To make use of this approach, sales representatives should prep for sales meetings by writing down potential problems prospects might have, along with what types of Problem questions might be used to elicit these problems, what types of Implication questions could be used to underscore the consequences of these problems, and what types of Need questions could be used to suggest your company’s product as a solution for these problems. Doing this type of preparation for individual prospects will make it easier for representatives to anticipate likely concerns and be ready with good questions to elicit and address them. Doing this will ultimately speed up the sales cycle.

Show Your Prospect a Solution

Asking good questions to clarify prospect concerns and show how your product addresses these concerns is also a step toward overcoming another potential drag on the sales cycle: failing to show how a product solves prospect needs. Often, sales representatives memorize lists of benefits and emphasize the benefits they think will appeal to the prospect, without ascertaining that these are the benefits that truly matter to that individual. Making sure your sales presentation actually solves the prospect’s problem can speed up the sales cycle by going right to the heart of your buyer’s needs.
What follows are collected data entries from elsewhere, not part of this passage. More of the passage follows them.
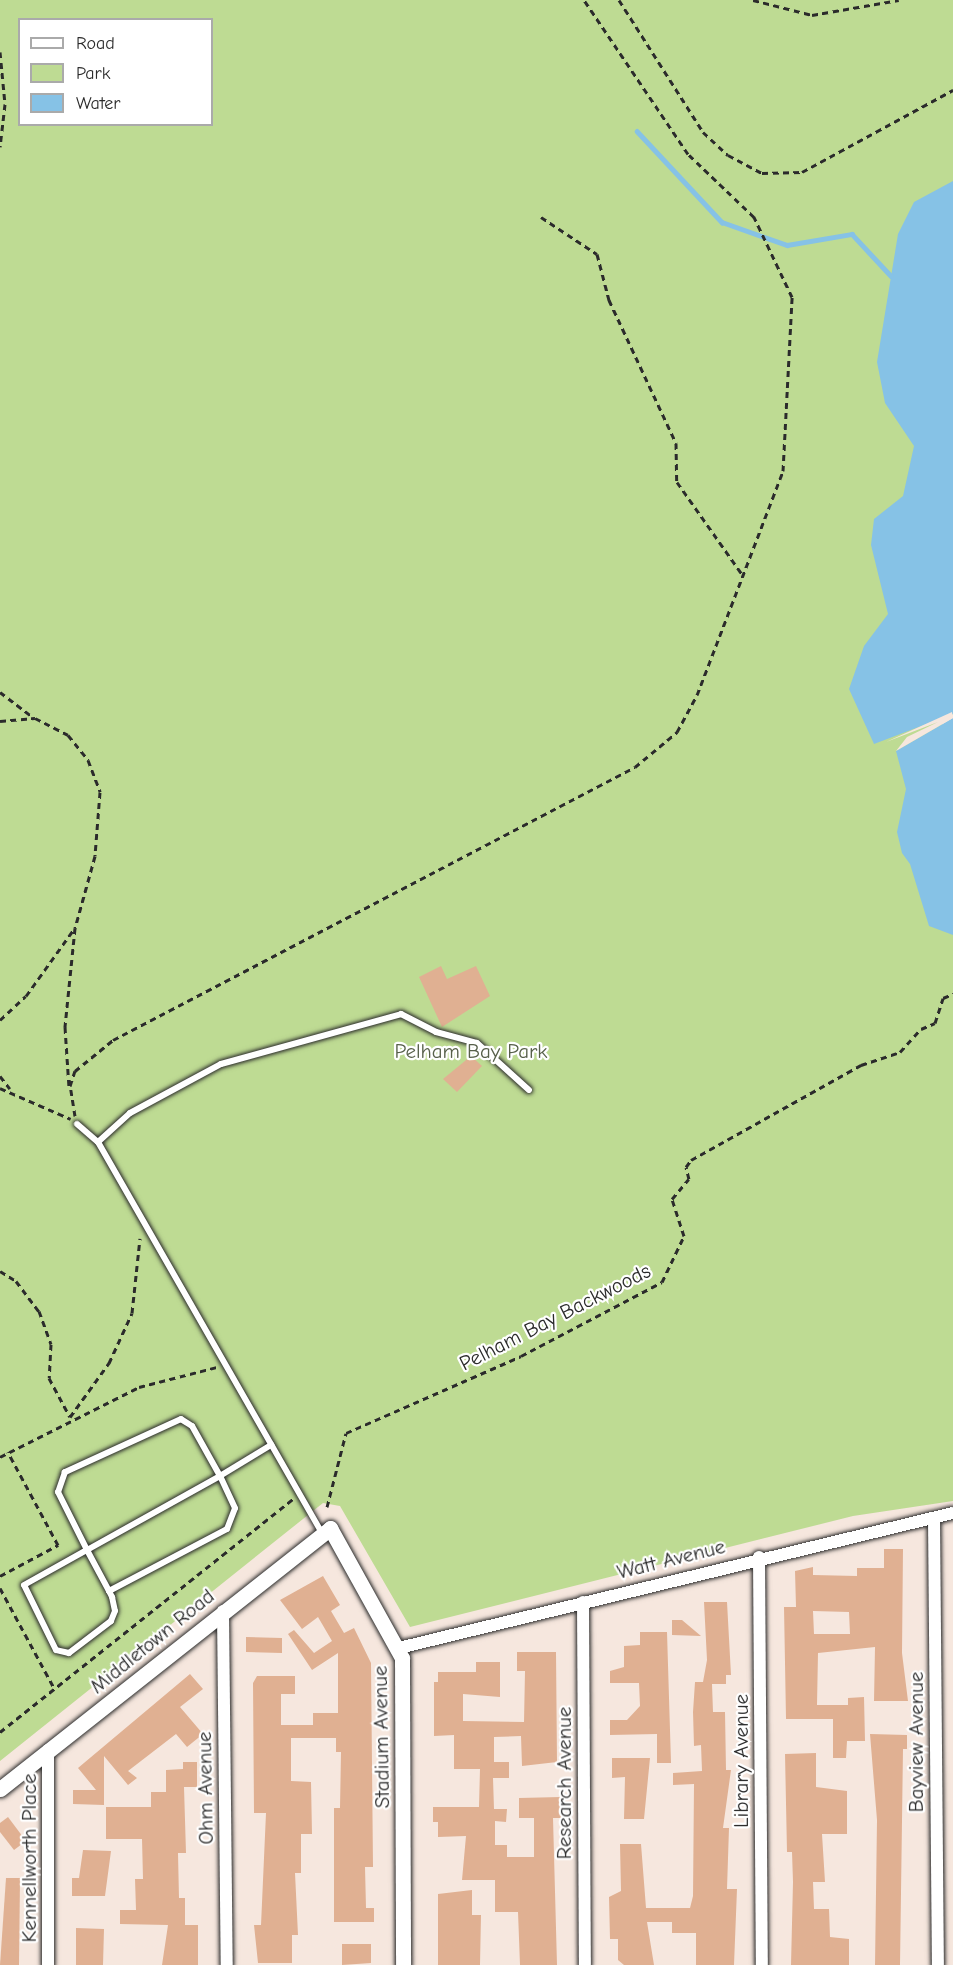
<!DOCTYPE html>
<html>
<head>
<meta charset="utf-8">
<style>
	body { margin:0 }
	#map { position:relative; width:953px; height:1965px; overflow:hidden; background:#f6e7de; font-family:"Comic Neue",sans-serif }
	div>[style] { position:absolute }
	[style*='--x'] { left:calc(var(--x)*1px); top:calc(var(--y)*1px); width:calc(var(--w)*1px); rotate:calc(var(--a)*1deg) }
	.green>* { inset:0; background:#bedb93 }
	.water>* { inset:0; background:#86c2e6 }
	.pier>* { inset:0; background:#f6e7de }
	.stream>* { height:4.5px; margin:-2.25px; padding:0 2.25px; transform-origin:2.25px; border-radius:2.25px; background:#86c2e6 }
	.building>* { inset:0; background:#e0b092 }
	.path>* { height:3px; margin-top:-1.5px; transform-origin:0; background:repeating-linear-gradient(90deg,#2b2b2b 0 6px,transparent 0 10.5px) }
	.roads { filter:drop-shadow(0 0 2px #2b2b2b) drop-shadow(0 0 2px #2b2b2b) }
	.service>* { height:6px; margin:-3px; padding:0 3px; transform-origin:3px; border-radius:3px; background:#fff }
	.minor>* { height:12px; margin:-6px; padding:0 6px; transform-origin:6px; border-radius:6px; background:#fff }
	.tertiary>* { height:15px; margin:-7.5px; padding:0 7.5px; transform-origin:7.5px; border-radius:7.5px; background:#fff }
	span { translate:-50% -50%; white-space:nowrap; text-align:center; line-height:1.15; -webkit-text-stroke:4.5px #fff; paint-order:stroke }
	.park-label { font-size:21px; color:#57604a }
	.street-label { font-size:21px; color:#2b2b2b }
	.legend { position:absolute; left:18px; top:18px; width:195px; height:108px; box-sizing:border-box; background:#fff; border:2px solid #aaa; margin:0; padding:8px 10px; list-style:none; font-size:18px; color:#2b2b2b }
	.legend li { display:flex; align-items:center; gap:12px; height:30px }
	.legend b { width:30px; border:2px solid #aaa }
</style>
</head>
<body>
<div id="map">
	<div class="green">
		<div style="clip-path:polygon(evenodd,0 0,953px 0,953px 277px,905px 643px,953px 714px,942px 723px,953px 855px,953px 1501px,853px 1516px,410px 1627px,340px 1506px,323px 1503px,0 1761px,0 0,20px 20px,212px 20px,212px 124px,20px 124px,20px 20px)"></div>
	</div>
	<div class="water">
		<div style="clip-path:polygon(953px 181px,953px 714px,874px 744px,849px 689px,864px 646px,888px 614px,871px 545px,874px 519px,903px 496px,914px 446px,885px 403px,877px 362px,898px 234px,914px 202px)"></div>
		<div style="clip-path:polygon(953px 718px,953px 935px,929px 926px,910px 864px,902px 853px,897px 832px,906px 789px,896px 751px)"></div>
	</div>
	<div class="pier">
		<div style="clip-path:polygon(952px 712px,953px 718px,896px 751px,907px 737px,938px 722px,886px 742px)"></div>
	</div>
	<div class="stream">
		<div style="--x:637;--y:131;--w:125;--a:47"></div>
		<div style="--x:722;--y:222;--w:69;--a:19.5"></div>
		<div style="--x:787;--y:245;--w:66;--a:-9.6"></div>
		<div style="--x:852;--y:234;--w:57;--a:47.1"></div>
	</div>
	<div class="building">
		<div style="clip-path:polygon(441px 966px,447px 979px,476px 966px,490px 996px,442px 1027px,419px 977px)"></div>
		<div style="clip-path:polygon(471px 1056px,482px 1066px,457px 1092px,443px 1079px)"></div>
		<div style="clip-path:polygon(evenodd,884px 1549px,903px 1549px,902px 1653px,908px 1701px,874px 1701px,875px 1647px,818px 1653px,817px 1705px,848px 1705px,848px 1698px,864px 1697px,865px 1741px,847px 1741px,846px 1758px,833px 1758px,833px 1719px,786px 1719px,784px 1607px,796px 1607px,795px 1571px,813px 1567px,813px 1575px,857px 1576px,857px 1568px,884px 1568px,884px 1549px,813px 1611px,849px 1612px,850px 1634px,814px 1634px,813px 1611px)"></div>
		<div style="clip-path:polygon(323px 1576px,340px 1605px,331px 1611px,344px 1633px,354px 1628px,371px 1663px,373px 1867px,365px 1867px,366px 1908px,374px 1908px,374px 1922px,334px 1922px,334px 1808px,340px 1808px,341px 1752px,336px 1752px,336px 1738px,291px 1738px,291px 1781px,311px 1782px,312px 1834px,301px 1834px,301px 1873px,295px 1873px,298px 1935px,292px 1935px,292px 1963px,258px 1963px,254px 1925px,261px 1925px,266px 1813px,254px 1813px,253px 1683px,257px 1676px,295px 1676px,295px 1694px,281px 1694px,281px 1725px,313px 1725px,313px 1713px,338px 1713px,338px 1653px,312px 1670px,288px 1634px,294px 1630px,314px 1653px,332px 1641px,318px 1617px,302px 1629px,280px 1600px)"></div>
		<div style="clip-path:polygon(704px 1602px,727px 1602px,731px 1675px,726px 1675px,726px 1684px,712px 1684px,713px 1712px,725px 1712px,726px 1770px,731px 1770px,723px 1828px,729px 1828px,727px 1889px,737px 1889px,734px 1965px,696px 1965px,696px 1933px,672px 1933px,672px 1922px,647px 1922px,654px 1965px,624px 1965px,618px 1960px,618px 1939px,610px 1939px,609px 1897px,621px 1891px,620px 1844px,641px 1844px,646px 1908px,690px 1908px,693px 1896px,694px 1784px,673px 1785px,673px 1773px,702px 1771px,701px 1745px,694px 1746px,693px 1712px,695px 1682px,703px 1682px,707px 1660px)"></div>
		<div style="clip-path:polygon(672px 1620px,682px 1620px,701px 1636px,672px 1635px)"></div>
		<div style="clip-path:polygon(640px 1632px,667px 1632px,671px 1763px,657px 1763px,657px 1734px,610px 1735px,610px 1720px,627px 1720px,640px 1706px,639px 1683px,610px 1683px,610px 1671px,624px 1667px,624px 1646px,640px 1645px)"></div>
		<div style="clip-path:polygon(246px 1637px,282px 1638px,282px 1653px,246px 1652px)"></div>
		<div style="clip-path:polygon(517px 1652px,556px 1652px,557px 1762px,522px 1766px,521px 1736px,494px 1737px,494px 1762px,509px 1762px,509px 1778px,493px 1778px,494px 1809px,507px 1809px,506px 1822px,495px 1821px,495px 1845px,507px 1845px,507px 1857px,534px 1857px,534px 1818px,519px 1818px,519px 1798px,561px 1797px,561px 1818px,553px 1818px,557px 1965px,520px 1965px,518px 1912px,495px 1912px,495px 1880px,462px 1880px,466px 1836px,438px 1837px,438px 1822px,433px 1822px,433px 1807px,479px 1807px,480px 1769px,454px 1769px,454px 1735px,434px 1736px,434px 1682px,438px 1682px,438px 1672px,476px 1672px,476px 1662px,500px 1662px,500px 1697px,463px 1694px,463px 1721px,524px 1722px,525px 1671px,517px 1671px)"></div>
		<div style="clip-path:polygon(190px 1674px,203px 1689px,180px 1707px,203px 1734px,187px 1747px,176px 1734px,128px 1771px,137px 1778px,128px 1785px,104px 1756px,104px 1805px,73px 1804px,73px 1790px,96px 1790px,78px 1768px)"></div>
		<div style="clip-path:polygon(870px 1734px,907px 1735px,907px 1749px,903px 1749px,900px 1965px,875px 1965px,877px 1820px)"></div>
		<div style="clip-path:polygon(816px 1753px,816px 1787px,847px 1791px,847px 1834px,822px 1834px,825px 1882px,813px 1882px,814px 1909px,829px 1909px,830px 1937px,849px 1939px,849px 1965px,791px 1965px,793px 1882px,792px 1852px,787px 1852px,785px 1754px)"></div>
		<div style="clip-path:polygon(612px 1758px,650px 1758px,644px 1819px,624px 1819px,625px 1777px,612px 1778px)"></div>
		<div style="clip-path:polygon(183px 1762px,197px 1762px,197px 1787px,184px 1787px,186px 1853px,178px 1853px,179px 1898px,185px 1898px,185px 1925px,198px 1925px,198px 1965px,162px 1965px,168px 1925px,120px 1924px,120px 1910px,136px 1910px,135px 1879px,143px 1879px,142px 1839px,106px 1839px,106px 1807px,151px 1807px,151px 1792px,166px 1792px,166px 1770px,183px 1769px)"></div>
		<div style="clip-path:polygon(8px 1817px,26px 1841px,14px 1850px,0 1832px,0 1823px)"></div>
		<div style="clip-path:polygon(83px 1850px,111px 1851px,105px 1896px,72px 1896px,72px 1878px,79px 1878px)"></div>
		<div style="clip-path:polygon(6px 1878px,20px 1878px,19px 1965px,0 1965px)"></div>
		<div style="clip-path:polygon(472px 1890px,472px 1915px,481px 1915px,480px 1965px,438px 1965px,438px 1894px)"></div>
		<div style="clip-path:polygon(76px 1928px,104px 1929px,103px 1965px,76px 1965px)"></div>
		<div style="clip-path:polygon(342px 1944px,371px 1944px,371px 1963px,342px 1965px)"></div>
	</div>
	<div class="path">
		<div style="--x:619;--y:0;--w:156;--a:57.5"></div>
		<div style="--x:703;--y:132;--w:34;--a:43"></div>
		<div style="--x:728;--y:155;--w:38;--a:28"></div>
		<div style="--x:762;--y:173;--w:40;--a:-1.4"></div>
		<div style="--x:802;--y:172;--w:172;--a:-28.5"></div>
		<div style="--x:753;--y:0;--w:61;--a:14.3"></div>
		<div style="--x:812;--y:15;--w:88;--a:-9.8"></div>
		<div style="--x:0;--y:52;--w:52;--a:84.5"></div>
		<div style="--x:5;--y:104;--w:43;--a:96.6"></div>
		<div style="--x:541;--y:217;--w:67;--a:33.5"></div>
		<div style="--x:597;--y:254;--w:48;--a:75.4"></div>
		<div style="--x:609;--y:300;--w:158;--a:64.9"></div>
		<div style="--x:676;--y:443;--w:39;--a:89"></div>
		<div style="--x:677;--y:482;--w:113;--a:54.8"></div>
		<div style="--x:0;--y:692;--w:43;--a:37.4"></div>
		<div style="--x:0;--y:721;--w:35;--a:-5"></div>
		<div style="--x:35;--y:718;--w:37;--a:27"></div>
		<div style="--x:68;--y:735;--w:32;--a:51"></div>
		<div style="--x:88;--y:760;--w:34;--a:69"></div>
		<div style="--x:100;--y:792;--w:64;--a:94.5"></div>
		<div style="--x:95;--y:856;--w:75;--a:105.5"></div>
		<div style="--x:75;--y:928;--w:100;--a:95.8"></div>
		<div style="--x:65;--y:1027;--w:61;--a:86.2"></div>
		<div style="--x:0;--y:1020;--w:35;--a:-43"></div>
		<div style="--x:26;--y:996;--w:82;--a:-54.4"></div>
		<div style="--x:0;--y:1076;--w:16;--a:52"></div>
		<div style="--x:0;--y:1088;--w:77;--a:23.6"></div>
		<div style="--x:75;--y:1116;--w:30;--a:-99"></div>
		<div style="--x:70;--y:1086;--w:16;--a:-72"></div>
		<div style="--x:75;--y:1071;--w:49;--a:-39.2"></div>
		<div style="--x:113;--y:1040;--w:589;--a:-27.61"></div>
		<div style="--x:635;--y:767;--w:55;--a:-39.8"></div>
		<div style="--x:677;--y:732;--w:42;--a:-61.6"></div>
		<div style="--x:697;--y:695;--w:240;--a:-69"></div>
		<div style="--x:783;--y:471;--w:174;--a:-87"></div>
		<div style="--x:792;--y:297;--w:89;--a:-115.4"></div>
		<div style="--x:754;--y:217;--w:91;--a:-136.3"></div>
		<div style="--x:688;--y:154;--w:186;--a:-124"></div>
		<div style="--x:0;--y:1271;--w:19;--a:32"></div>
		<div style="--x:16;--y:1281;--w:38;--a:53"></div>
		<div style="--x:39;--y:1311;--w:35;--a:70"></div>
		<div style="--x:51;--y:1344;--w:34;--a:93"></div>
		<div style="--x:49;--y:1378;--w:44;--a:61.7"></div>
		<div style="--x:70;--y:1417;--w:67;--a:-54.2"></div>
		<div style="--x:109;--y:1363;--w:55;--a:-65.3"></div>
		<div style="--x:132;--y:1313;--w:75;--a:-83.9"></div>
		<div style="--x:0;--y:1457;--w:156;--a:-26.7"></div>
		<div style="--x:139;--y:1387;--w:81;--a:-14.4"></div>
		<div style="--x:327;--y:1507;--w:76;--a:-75.6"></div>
		<div style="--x:346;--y:1433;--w:191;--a:-23.7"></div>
		<div style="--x:521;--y:1356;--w:159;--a:-27.7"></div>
		<div style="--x:662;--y:1282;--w:51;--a:-64.4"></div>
		<div style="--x:684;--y:1236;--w:39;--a:-108"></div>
		<div style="--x:672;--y:1199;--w:26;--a:-50"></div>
		<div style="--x:689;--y:1179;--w:12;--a:-104"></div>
		<div style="--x:686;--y:1167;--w:9;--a:-54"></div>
		<div style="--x:691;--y:1160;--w:195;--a:-29.2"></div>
		<div style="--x:861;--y:1065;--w:41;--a:-18.4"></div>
		<div style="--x:900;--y:1052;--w:31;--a:-48"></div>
		<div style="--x:921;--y:1029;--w:15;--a:-23"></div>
		<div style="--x:935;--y:1023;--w:26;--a:-72"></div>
		<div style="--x:943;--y:998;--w:11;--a:-22"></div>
		<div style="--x:0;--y:1576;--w:66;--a:-28.1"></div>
		<div style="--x:58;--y:1545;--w:106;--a:-118.3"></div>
		<div style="--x:0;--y:1588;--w:114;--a:61.6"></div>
		<div style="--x:0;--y:1732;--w:374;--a:-38.5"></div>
	</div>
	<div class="roads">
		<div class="service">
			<div style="--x:77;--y:1124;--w:28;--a:41"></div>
			<div style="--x:98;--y:1142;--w:449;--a:60.2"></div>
			<div style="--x:98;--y:1142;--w:43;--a:-42.2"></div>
			<div style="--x:130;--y:1113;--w:103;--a:-28.3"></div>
			<div style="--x:221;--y:1064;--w:187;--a:-15.5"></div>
			<div style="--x:401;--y:1014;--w:39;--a:27"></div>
			<div style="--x:436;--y:1032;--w:42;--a:15"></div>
			<div style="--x:477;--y:1043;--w:70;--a:42.1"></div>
			<div style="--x:109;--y:1591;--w:133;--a:-27.7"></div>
			<div style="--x:227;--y:1529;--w:22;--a:-69"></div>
			<div style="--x:235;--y:1508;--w:35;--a:-115"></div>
			<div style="--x:220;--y:1476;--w:57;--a:-119.2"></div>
			<div style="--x:192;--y:1426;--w:13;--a:-148"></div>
			<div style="--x:181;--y:1419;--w:128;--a:155.4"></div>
			<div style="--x:65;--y:1472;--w:21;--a:109"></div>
			<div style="--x:58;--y:1492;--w:65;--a:63.4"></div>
			<div style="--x:87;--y:1550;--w:47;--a:61.8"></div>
			<div style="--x:109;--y:1591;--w:7;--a:63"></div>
			<div style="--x:112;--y:1597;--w:14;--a:78"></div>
			<div style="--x:115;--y:1611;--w:11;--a:112"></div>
			<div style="--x:111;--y:1621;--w:53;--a:142.7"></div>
			<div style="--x:69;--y:1653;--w:13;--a:-167"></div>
			<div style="--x:56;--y:1650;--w:72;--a:-116.2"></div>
			<div style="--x:24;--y:1585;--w:72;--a:-29.1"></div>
			<div style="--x:87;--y:1550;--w:152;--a:-29.1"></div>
			<div style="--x:220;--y:1476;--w:60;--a:-31.3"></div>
		</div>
		<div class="minor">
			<div style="--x:934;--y:1518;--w:447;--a:89.5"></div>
			<div style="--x:759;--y:1557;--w:408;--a:89.6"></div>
			<div style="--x:583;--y:1602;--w:363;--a:89.7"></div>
			<div style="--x:223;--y:1611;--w:354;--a:89.4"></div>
			<div style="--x:399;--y:1648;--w:570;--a:-13.7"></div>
			<div style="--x:48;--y:1965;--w:215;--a:-90"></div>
		</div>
		<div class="tertiary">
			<div style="--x:0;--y:1789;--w:421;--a:-38.3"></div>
			<div style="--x:330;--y:1528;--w:149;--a:61"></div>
			<div style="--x:402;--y:1658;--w:307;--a:89.8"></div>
		</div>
	</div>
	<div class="park-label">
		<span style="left:471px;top:1051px">Pelham Bay Park</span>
	</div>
	<div class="street-label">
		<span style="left:555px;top:1317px;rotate:-27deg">Pelham Bay Backwoods</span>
		<span style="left:671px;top:1559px;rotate:-14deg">Watt Avenue</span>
		<span style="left:152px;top:1641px;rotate:-39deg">Middletown Road</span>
		<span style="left:381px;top:1737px;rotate:-91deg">Stadium Avenue</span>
		<span style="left:916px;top:1742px;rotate:-90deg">Bayview Avenue</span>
		<span style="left:741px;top:1761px;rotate:-90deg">Library Avenue</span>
		<span style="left:564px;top:1783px;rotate:-90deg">Research Avenue</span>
		<span style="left:205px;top:1788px;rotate:-91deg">Ohm Avenue</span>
		<span style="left:29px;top:1858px;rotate:-90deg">Kennellworth Place</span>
	</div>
	<ul class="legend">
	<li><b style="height:8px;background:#fff"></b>Road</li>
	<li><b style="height:16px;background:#bedb93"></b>Park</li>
	<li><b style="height:16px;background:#86c2e6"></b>Water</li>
	</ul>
</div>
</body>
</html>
Selling solutions is more problem-oriented and personal than selling benefits, says digital strategist David Schools. For instance, saying that a pain reliever helps you feel better is emphasizing a benefit, whereas saying that it takes away your headache so you can get to sleep on time and not feel lousy at work tomorrow is emphasizing a solution. In a B2B sales context, solution-oriented sales can be targeted at solving the pains experienced by the decision maker involved in the sales process. Using the SPIN method described above to develop Need questions is a step toward communicating how your product solves your prospect’s concerns.

However, Need questions only tell your prospect how your product solves their concerns. Actually showing them your solution in action is more persuasive than merely promising a solution verbally. Empower your sales representatives to show how your solution works by developing good demonstration techniques, collecting social proof such as case studies and testimonials, and offering risk-free trials of your product or service.

Use Leading Questions to Steer the Conversation Toward a Close

Focusing on questions about your prospect’s concerns is an example of using leading questions, which represent another shortcut to a quicker closer. Too often, sales representatives try to tell prospects what they need instead of asking them what they need, says real estate sales legend Tom Hopkins. Instead of taking this approach, leading questions give prospects room to voice their true needs so that you can steer them toward a close.

After you’ve addressed needs, benefits and objections, you can also use leading questions to determine when prospects are ready to close the deal. For example, after you’ve successfully addressed an objection, you might ask, “Other than that, do you have any other concerns that would keep us from moving forward?” If the prospect doesn’t raise any other concerns, this leaves the door open for you to transition into your close. Using leading questions in this way can accelerate the closing process by letting you know when your prospect is ready to buy.